New Hampshire has adopted a new securities law, known as the New Hampshire Uniform Securities Act, which will become effective on January 1, 2016 (see http://sos.nh.gov/SecLaws.aspx).  It is modeled on the Uniform Securities Act (2002) ("USA 2002"), which has been adopted in 18 other states.  The new NH law tracks the uniform act closely, so the new adoption is unremarkable except in one important respect, as discussed below.  But, first the good news.

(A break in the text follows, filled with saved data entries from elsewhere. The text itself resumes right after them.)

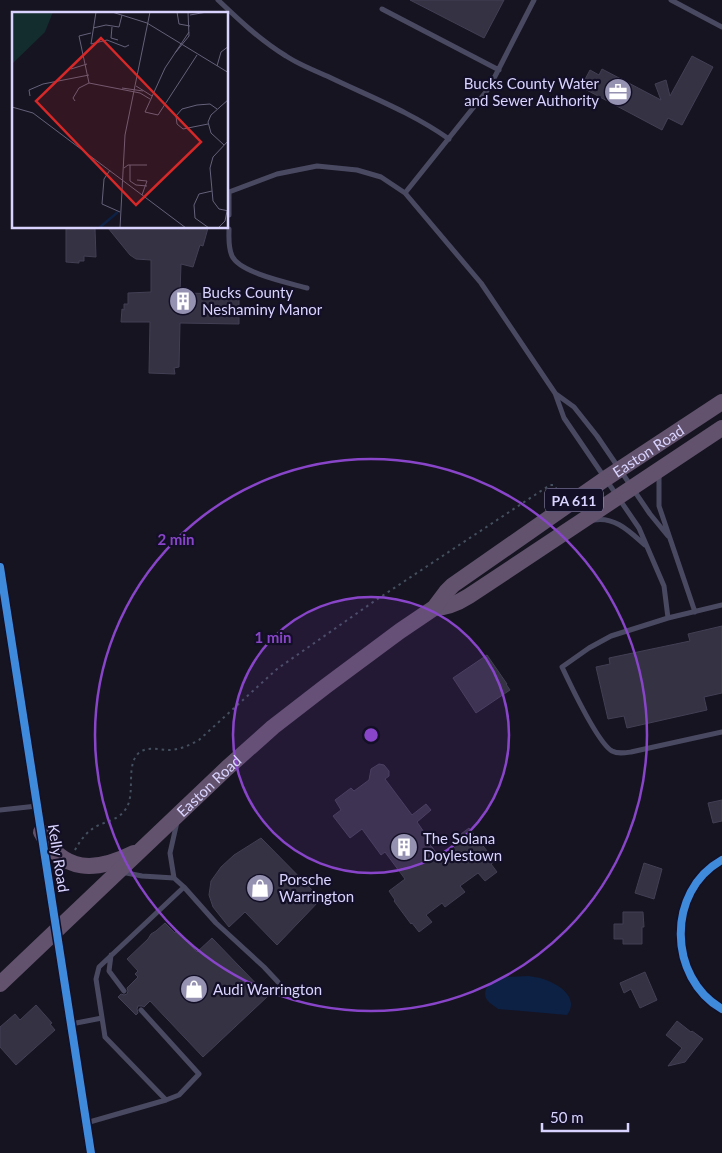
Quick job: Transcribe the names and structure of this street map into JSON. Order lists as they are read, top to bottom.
{
  "streets": {
    "highway": ["Easton Road", "PA 611"],
    "street": ["Kelly Road"]
  },
  "crossings": [
    ["Easton Road", "Kelly Road"]
  ],
  "places": {
    "office": ["Bucks County Water and Sewer Authority"],
    "building": ["Bucks County Neshaminy Manor", "The Solana Doylestown"],
    "shop": ["Porsche Warrington", "Audi Warrington"]
  },
  "scale_bar": "50 m",
  "rings": ["2 min", "1 min"]
}
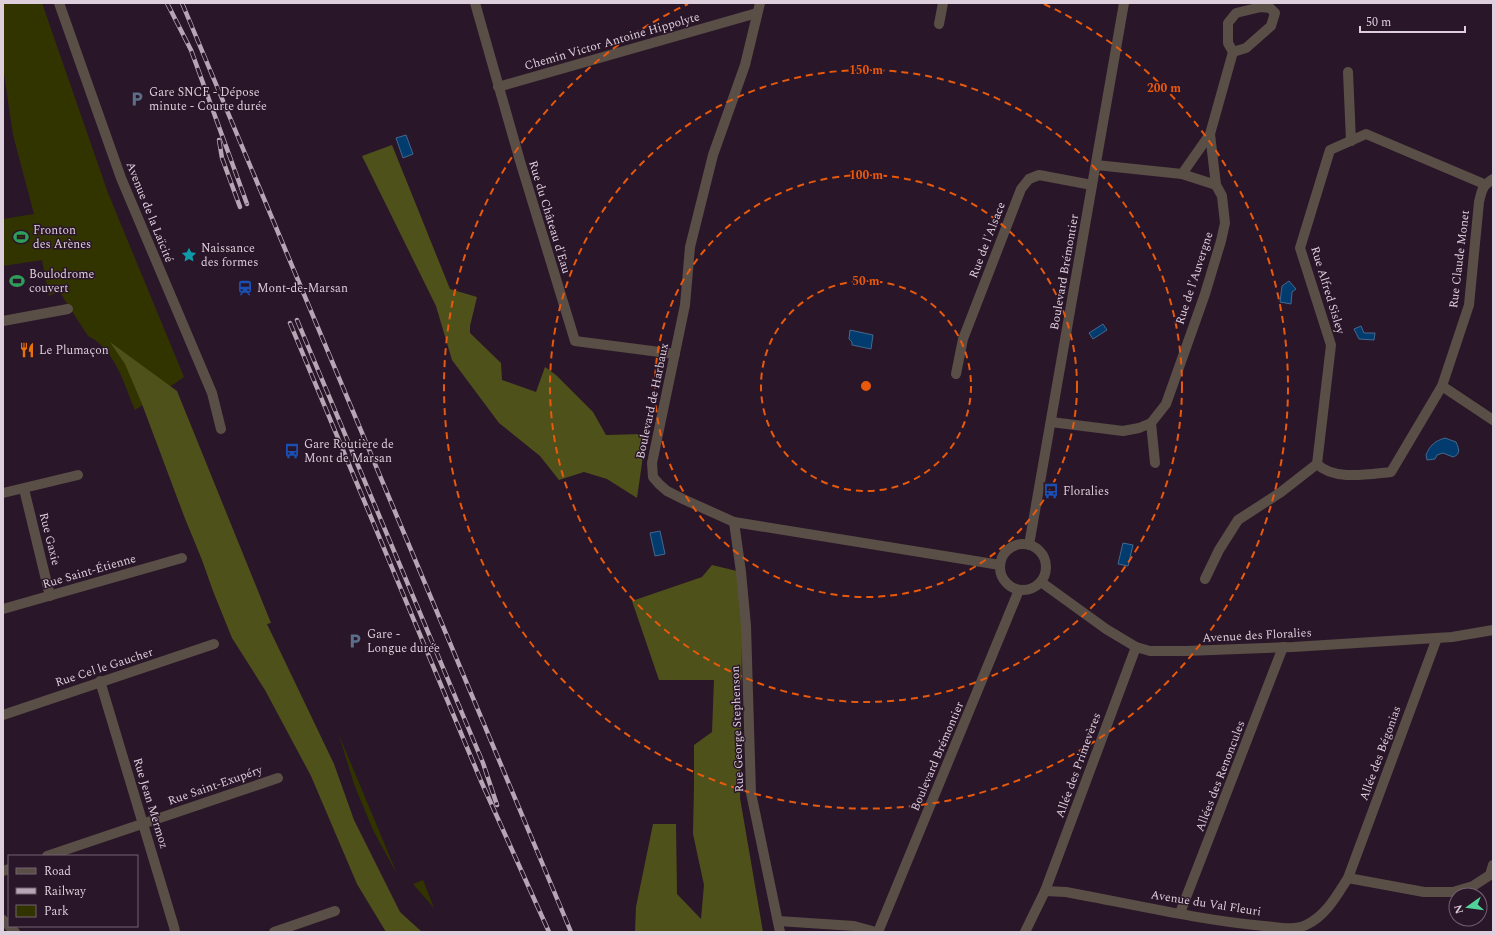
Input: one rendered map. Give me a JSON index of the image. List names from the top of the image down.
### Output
{
  "streets": {
    "street": [
      "Chemin Victor Antoine Hippolyte",
      "Avenue de la Laïcité",
      "Rue du Château d'Eau",
      "Rue de l'Alsace",
      "Rue Claude Monet",
      "Boulevard Brémontier",
      "Rue de l'Auvergne",
      "Rue Alfred Sisley",
      "Boulevard de Harbaux",
      "Rue Gaxie",
      "Rue Saint-Étienne",
      "Avenue des Floralies",
      "Rue Cel le Gaucher",
      "Rue George Stephenson",
      "Allée des Bégonias",
      "Allée des Primevères",
      "Allées des Renoncules",
      "Rue Saint-Exupéry",
      "Rue Jean Mermoz",
      "Avenue du Val Fleuri"
    ]
  },
  "crossings": [
    ["Chemin Victor Antoine Hippolyte", "Rue du Château d'Eau"],
    ["Chemin Victor Antoine Hippolyte", "Boulevard de Harbaux"],
    ["Rue du Château d'Eau", "Boulevard de Harbaux"],
    ["Rue de l'Alsace", "Boulevard Brémontier"],
    ["Rue Claude Monet", "Rue Alfred Sisley"],
    ["Boulevard Brémontier", "Boulevard de Harbaux"],
    ["Boulevard Brémontier", "Avenue des Floralies"],
    ["Boulevard de Harbaux", "Avenue des Floralies"],
    ["Boulevard de Harbaux", "Rue George Stephenson"],
    ["Rue Gaxie", "Rue Saint-Étienne"],
    ["Avenue des Floralies", "Allée des Bégonias"],
    ["Avenue des Floralies", "Allée des Primevères"],
    ["Avenue des Floralies", "Allées des Renoncules"],
    ["Rue Cel le Gaucher", "Rue Jean Mermoz"],
    ["Allée des Bégonias", "Avenue du Val Fleuri"],
    ["Allée des Primevères", "Avenue du Val Fleuri"],
    ["Allées des Renoncules", "Avenue du Val Fleuri"],
    ["Rue Saint-Exupéry", "Rue Jean Mermoz"]
  ],
  "places": {
    "parking": ["Gare SNCF - Dépose minute - Courte durée", "Gare - Longue durée"],
    "sports": ["Fronton des Arènes", "Boulodrome couvert"],
    "place": ["Naissance des formes"],
    "station": ["Mont-de-Marsan"],
    "restaurant": ["Le Plumaçon"],
    "bus stop": ["Gare Routière de Mont de Marsan", "Floralies"]
  },
  "legend": ["Road", "Railway", "Park"],
  "scale_bar": "50 m",
  "north": "left",
  "rings": [
    "150 m",
    "200 m",
    "100 m",
    "50 m"
  ]
}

Legend Requirement.  Under the existing law, if one was offering other than a federal covered security, one had to comply with the requirement of § 421-B:20 to include a legend in the offering document which either, in the case of a private offering, tracked the language in the NH statute regarding unlawful representations concerning registration or exemption, or, in the case of a public offering, the Item 501(b)(7) legend of Regulation S-K.  Although the prohibition regarding unlawful representations is contained in the new NH law (§ 421-B:5-506), as it also is in USA 2002, the legend requirement is not carried forward from the existing law.  Thus, in the future, there will be no NH legend to deal with.

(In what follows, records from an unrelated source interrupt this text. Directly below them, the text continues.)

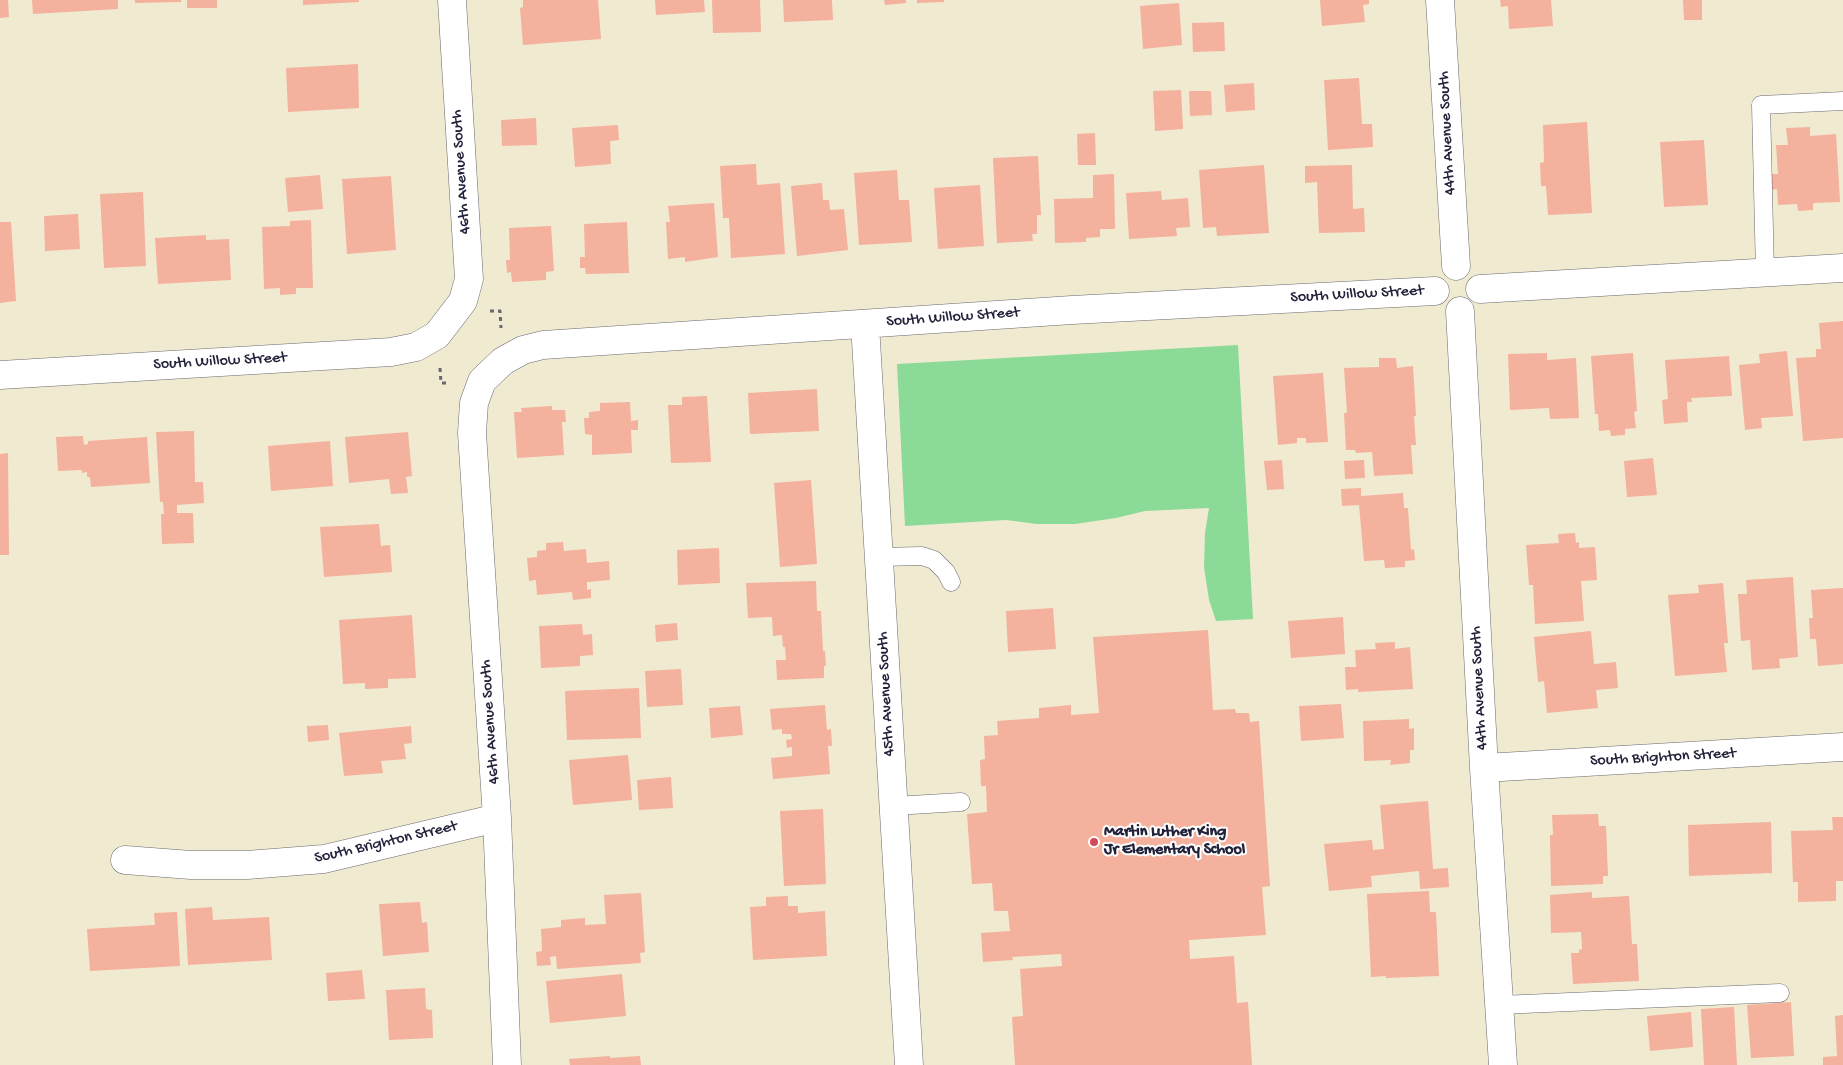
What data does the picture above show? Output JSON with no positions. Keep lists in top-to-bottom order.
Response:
{
  "streets": {
    "street": [
      "44th Avenue South",
      "46th Avenue South",
      "South Willow Street",
      "45th Avenue South",
      "South Brighton Street"
    ]
  },
  "crossings": [
    ["44th Avenue South", "South Willow Street"],
    ["44th Avenue South", "South Brighton Street"],
    ["46th Avenue South", "South Willow Street"],
    ["46th Avenue South", "South Brighton Street"],
    ["South Willow Street", "45th Avenue South"]
  ],
  "places": ["Martin Luther King Jr Elementary School"]
}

"Bad Actor" Disqualification.  Curiously, a section has been inserted into the new NH law which is not part of USA 2002.  Entitled "Implementing Provisions," it is made up of three parts.  The first sets forth principles that shall be used in calculating the number of purchasers of an issuer's securities in certain transactions.  The second sets forth rules on integration of offerings.  The third requires that disclosure shall be made in the offering documents of any "bad actor" disqualifications, as enumerated, in the offer and sale of any exempt securities or in an exempt transaction other than federal covered securities.  Thus, for example, a non-reporting issuer engaged in a Rule 144A transaction would come within the section's ambit.  So, too, would a Rule 701 compensatory benefit plan offering.  Furthermore, the statute is unclear as to whether it applies only to representatives of the issuer or anyone who is associated with the offering.

These bad actor disqualifications appear to be loosely based on the disqualification provisions included in Rule 506(d) under the Securities Act of 1933.  However, they are narrower, in some respects, and broader, in others, than the Rule 506(d) disqualification provisions.

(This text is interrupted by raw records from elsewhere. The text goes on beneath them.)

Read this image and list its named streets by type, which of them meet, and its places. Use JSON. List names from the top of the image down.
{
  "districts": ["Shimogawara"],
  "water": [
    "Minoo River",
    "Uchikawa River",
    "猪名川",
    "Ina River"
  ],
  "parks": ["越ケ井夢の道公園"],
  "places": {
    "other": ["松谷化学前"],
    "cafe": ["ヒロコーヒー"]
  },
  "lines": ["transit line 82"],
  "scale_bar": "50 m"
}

  • The NH law allows for discretion on the part of the administrator to require additional disclosure, denial of an exemption or the imposition of additional conditions to qualify for the exemption if a bad actor disqualification has been triggered.
    • Under the Rule 506 disqualifications, an issuer, distributor or other covered person would be prohibited from using Rule 506 if a disqualification applied;
    • Additional disclosure would only be required in the case of an issuer, distributor or other covered person that was subject to what would have been a disqualification except that the disqualification occurred prior to September 23, 2013.
  • The disqualification due to a stop order under any state securities laws for a registration statement is somewhat narrower than Rule 506(d)(1)(vii);
  • The disqualification due to a conviction for a felony or misdemeanor in connection with the purchase, offer or sale of a security is slightly broader than Rule 506(d)(1)(i)(A), but does not cover the making of any false filing with the SEC (which, one would assume for these purposes, would be with a state securities commission) covered by Rule 506(d)(1)(i)(B);
    • The NH law has a 5-year lookback, while Rule 506(d) (1)(i)(B) has a 10-year lookback.
  • The disqualification due to a conviction for a felony involving fraud or deceit, including forgery, embezzlement, obtaining money under false pretenses, larceny or conspiracy to defraud is not limited to matters involving the sale of securities and is much broader then any of the Rule 506(d) disqualification provisions;
  • The disqualification due to an order or judgment of a state securities administrator relating to fraud or deceit is similar to Rule 506(d)(1)((iii)(B), but has a 5-year lookback as opposed to the 10-year lookback of Rule 506(d);
  • The disqualification due to an administrative order or judgment prohibiting the use of any exemption has no exact analog in Rule 506(d); and
  • The disqualification due to an order, judgment or decree of any court of competent jurisdiction restraining or enjoining a person from engaging or continuing in any practice in connection with the purchase or sale of any security or involving the making of any false filing closely tracks Rule 506(d)(1)(ii)(A) and (B).

There are other disqualifications in Rule 506(d) that are not found in the new NH law.

The NH Bureau of Securities Regulation has indicated that the apparent deficiencies in the statute noted above regarding disclosure of bad actor disqualifications may be addressed administratively in the near future.

Because of the generality of this update, the information provided herein may not be applicable in all situations and should not be acted upon without specific legal advice based on particular situations.